> _ASSIGNED TASK_
Copy every line from the records below that carries the word "JSON".

^^^^

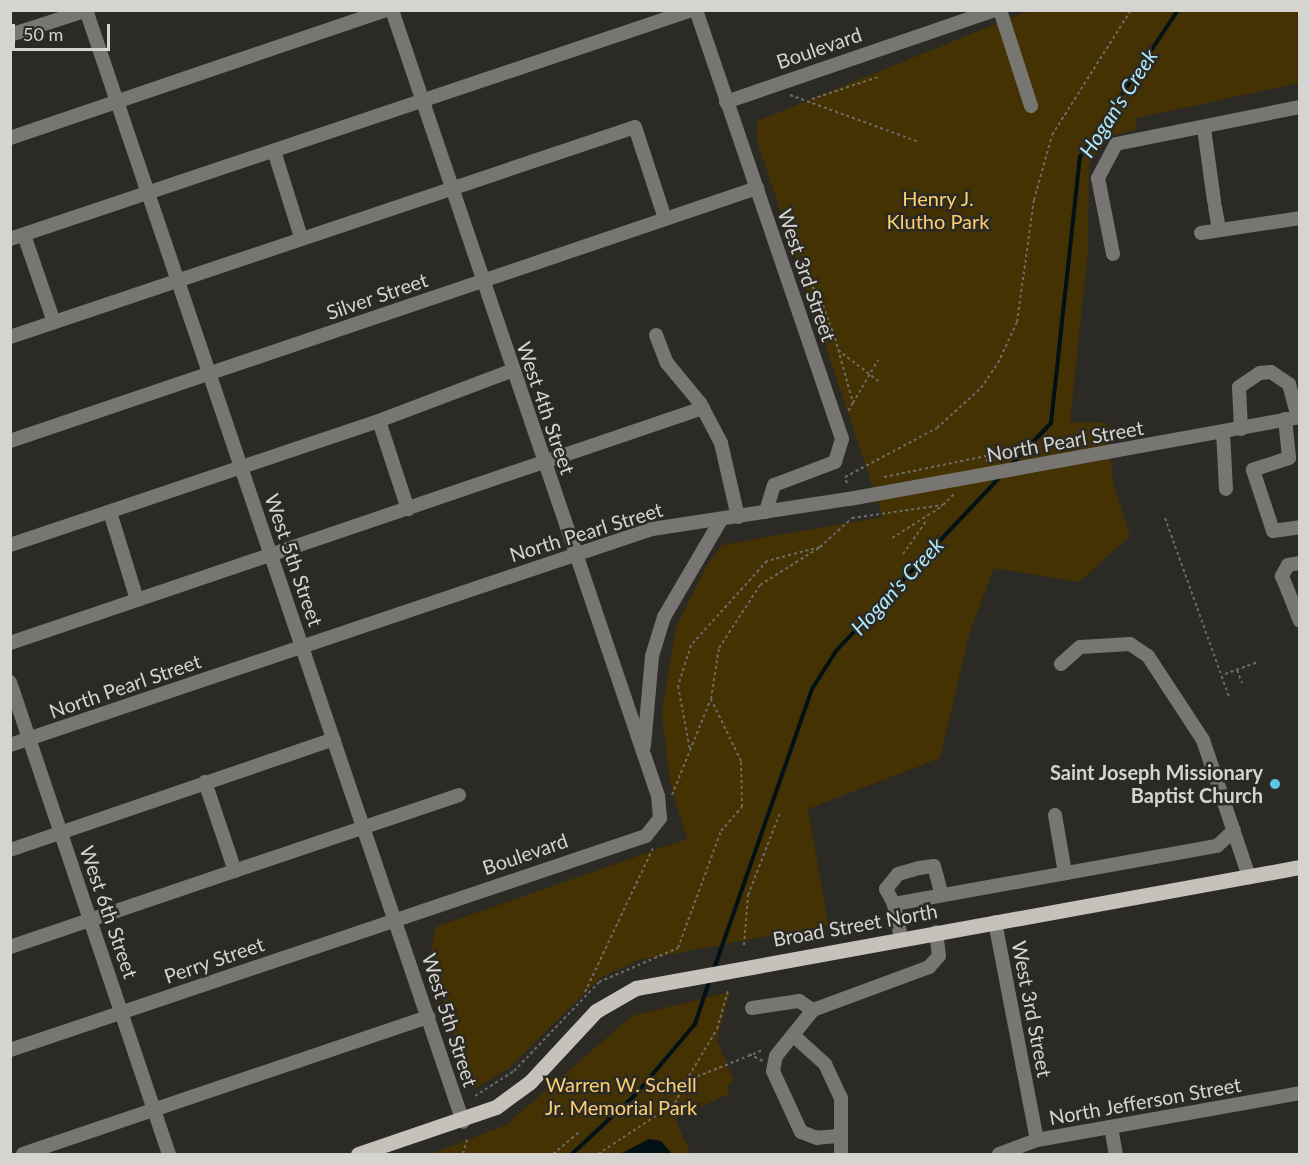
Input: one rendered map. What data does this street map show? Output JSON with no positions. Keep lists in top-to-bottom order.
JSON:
{
  "streets": {
    "main road": ["Broad Street North"],
    "street": [
      "Boulevard",
      "West 3rd Street",
      "Silver Street",
      "West 4th Street",
      "North Pearl Street",
      "West 5th Street",
      "West 6th Street",
      "Perry Street",
      "North Jefferson Street"
    ]
  },
  "crossings": [
    ["Boulevard", "West 3rd Street"],
    ["Boulevard", "West 4th Street"],
    ["Boulevard", "West 5th Street"],
    ["Boulevard", "Perry Street"],
    ["West 3rd Street", "Silver Street"],
    ["West 3rd Street", "North Pearl Street"],
    ["West 3rd Street", "Broad Street North"],
    ["West 3rd Street", "North Jefferson Street"],
    ["Silver Street", "West 4th Street"],
    ["Silver Street", "West 5th Street"],
    ["West 4th Street", "North Pearl Street"],
    ["North Pearl Street", "West 5th Street"],
    ["North Pearl Street", "West 6th Street"],
    ["West 5th Street", "Broad Street North"],
    ["West 5th Street", "Perry Street"],
    ["West 6th Street", "Perry Street"]
  ],
  "water": ["Hogan's Creek"],
  "parks": ["Henry J. Klutho Park", "Warren W. Schell Jr. Memorial Park"],
  "places": ["Saint Joseph Missionary Baptist Church"],
  "scale_bar": "50 m"
}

^^^^

> _EXERCISE RESPONSE_
Input: one rendered map. What data does this street map show? Output JSON with no positions. Keep lists in top-to-bottom order.
JSON:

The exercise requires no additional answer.